##### Data under study #####

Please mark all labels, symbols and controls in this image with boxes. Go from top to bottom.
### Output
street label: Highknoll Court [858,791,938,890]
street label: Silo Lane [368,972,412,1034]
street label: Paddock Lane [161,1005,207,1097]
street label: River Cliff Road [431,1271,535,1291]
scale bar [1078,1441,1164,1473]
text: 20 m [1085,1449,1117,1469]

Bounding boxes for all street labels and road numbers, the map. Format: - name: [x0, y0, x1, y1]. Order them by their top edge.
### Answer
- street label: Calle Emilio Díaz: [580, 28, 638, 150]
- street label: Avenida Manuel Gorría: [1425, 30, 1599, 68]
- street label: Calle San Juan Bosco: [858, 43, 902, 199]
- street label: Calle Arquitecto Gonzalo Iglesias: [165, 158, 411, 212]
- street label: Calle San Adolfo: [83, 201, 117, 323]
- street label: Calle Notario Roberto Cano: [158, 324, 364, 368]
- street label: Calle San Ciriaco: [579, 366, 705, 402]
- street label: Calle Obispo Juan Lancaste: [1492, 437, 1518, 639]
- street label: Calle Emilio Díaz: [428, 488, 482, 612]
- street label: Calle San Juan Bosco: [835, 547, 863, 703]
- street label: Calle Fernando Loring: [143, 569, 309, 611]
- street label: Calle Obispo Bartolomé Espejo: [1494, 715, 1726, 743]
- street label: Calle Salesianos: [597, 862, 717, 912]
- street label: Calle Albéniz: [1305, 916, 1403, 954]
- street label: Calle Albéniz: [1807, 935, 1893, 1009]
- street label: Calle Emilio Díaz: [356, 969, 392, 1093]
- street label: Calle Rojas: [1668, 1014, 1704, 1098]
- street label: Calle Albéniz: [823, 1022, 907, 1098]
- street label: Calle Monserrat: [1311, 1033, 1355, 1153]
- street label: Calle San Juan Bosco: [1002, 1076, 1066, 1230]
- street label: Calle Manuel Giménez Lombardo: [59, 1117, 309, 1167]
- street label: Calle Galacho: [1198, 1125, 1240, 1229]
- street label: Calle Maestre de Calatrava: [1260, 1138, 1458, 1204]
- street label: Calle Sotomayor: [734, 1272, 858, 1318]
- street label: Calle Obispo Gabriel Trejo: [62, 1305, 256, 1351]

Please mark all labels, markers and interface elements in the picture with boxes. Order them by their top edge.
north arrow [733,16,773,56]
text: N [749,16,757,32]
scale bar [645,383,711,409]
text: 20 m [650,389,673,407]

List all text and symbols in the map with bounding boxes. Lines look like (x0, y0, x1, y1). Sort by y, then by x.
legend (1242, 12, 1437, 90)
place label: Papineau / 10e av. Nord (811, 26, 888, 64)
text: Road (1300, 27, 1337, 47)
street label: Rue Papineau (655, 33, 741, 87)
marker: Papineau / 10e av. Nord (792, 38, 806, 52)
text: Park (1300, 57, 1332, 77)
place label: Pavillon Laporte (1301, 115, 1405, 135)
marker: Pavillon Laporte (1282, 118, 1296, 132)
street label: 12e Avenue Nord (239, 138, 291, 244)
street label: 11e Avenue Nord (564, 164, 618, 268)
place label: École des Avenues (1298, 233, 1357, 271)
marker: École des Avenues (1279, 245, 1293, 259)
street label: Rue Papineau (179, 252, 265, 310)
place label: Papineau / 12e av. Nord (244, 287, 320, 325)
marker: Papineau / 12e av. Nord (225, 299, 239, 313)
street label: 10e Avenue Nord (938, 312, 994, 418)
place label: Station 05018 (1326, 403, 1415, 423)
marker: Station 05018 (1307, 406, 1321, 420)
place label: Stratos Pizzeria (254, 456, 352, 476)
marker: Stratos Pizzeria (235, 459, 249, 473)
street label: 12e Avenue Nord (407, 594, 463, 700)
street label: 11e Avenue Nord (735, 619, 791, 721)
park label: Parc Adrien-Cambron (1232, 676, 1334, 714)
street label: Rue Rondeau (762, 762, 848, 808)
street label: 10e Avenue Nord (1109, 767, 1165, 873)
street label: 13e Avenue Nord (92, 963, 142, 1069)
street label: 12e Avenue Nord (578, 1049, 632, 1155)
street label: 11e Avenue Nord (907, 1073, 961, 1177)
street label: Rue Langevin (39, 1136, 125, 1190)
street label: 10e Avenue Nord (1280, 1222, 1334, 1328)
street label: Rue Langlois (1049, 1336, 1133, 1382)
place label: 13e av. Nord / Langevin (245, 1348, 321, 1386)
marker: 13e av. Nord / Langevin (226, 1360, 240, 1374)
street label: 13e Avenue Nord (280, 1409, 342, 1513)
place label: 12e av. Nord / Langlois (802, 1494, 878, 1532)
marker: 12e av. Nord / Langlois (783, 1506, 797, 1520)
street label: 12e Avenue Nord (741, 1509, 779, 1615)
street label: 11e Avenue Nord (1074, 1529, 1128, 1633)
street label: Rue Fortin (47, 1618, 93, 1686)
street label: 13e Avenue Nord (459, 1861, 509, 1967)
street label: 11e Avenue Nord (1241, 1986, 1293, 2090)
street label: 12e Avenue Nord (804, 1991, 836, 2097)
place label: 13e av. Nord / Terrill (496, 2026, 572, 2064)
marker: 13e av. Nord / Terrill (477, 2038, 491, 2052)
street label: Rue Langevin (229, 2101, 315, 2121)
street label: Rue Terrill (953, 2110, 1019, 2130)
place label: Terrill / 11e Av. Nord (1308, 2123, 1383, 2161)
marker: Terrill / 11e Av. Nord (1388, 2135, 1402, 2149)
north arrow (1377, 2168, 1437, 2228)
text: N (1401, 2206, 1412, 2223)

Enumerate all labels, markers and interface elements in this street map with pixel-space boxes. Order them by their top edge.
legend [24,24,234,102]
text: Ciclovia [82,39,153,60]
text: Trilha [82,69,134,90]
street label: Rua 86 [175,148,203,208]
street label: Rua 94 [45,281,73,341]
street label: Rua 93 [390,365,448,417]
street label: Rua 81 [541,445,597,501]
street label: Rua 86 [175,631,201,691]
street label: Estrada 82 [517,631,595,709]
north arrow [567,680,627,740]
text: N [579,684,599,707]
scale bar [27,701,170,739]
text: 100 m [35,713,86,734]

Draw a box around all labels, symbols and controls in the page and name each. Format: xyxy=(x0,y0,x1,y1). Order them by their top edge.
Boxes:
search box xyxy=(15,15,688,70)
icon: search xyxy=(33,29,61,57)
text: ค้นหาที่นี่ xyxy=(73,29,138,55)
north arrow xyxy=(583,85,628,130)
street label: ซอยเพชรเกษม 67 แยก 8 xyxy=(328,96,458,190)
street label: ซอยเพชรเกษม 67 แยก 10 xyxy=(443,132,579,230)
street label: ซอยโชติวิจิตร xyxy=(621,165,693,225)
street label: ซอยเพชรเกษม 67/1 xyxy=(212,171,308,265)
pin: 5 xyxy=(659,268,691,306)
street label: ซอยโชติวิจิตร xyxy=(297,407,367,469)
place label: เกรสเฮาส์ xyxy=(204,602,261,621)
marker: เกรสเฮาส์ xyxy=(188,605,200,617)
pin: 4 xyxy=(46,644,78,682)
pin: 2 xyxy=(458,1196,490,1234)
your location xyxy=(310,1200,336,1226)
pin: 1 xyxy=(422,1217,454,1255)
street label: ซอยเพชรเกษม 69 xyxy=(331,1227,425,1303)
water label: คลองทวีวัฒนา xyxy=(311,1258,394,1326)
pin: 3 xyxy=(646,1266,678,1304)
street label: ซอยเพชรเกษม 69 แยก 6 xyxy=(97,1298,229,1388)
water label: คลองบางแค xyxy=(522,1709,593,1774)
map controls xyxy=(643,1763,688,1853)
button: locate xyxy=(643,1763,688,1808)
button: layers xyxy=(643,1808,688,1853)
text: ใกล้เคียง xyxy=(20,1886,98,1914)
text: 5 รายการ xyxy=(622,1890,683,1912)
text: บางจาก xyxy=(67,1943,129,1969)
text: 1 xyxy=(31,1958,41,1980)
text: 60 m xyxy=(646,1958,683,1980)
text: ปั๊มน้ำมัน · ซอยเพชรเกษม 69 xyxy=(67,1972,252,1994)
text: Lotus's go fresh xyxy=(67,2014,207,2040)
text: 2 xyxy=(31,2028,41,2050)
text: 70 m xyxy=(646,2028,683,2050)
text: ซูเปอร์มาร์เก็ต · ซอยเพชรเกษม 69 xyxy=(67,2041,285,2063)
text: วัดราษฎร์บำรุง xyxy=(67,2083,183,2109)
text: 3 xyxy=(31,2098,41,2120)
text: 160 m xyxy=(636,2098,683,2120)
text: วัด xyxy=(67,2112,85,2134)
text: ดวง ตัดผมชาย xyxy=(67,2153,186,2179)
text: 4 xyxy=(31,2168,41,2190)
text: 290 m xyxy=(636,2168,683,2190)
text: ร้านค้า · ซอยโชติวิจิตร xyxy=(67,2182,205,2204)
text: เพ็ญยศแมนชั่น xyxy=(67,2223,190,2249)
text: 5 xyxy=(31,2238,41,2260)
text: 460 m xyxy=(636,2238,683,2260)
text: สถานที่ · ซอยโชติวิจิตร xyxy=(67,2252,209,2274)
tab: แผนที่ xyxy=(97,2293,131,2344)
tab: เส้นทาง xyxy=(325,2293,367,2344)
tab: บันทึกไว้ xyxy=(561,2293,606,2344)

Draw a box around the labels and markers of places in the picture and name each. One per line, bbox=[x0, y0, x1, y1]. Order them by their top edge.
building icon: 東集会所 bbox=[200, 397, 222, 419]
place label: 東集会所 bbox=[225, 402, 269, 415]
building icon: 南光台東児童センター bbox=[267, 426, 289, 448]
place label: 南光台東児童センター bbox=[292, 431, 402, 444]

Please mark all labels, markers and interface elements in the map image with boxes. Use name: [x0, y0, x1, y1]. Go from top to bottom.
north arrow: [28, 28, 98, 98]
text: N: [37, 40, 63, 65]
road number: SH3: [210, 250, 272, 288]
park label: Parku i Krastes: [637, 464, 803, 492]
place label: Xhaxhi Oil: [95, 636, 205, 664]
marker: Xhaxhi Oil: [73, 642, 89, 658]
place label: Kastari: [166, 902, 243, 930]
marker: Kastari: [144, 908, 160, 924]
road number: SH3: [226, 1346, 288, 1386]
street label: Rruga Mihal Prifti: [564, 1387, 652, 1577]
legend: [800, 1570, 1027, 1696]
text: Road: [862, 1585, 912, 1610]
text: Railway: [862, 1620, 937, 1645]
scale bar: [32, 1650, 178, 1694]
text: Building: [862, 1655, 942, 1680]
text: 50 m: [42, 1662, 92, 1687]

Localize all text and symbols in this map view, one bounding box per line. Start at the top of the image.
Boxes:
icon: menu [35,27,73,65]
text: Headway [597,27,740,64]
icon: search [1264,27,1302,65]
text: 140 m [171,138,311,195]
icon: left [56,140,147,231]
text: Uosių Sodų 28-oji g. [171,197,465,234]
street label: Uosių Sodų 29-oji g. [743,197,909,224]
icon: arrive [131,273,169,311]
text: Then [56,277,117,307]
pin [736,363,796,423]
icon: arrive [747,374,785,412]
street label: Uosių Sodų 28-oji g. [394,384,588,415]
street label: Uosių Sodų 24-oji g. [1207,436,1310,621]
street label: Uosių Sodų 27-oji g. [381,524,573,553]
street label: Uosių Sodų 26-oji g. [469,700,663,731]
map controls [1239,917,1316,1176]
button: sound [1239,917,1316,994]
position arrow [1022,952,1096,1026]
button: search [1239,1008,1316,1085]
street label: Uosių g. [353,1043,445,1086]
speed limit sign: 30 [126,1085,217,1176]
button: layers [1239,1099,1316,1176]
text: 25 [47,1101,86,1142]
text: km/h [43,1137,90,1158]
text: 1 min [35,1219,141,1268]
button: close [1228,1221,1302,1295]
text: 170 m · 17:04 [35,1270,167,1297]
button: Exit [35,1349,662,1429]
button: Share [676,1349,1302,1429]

#####

Directions for this task:
Copy every line of the data above, beginning with the first and ending with the line that contains "Bounding boxes for", and give nothing more.

Finished exercise:
Please mark all labels, symbols and controls in this image with boxes. Go from top to bottom.
### Output
street label: Highknoll Court [858,791,938,890]
street label: Silo Lane [368,972,412,1034]
street label: Paddock Lane [161,1005,207,1097]
street label: River Cliff Road [431,1271,535,1291]
scale bar [1078,1441,1164,1473]
text: 20 m [1085,1449,1117,1469]

Bounding boxes for all street labels and road numbers, the map. Format: - name: [x0, y0, x1, y1]. Order them by their top edge.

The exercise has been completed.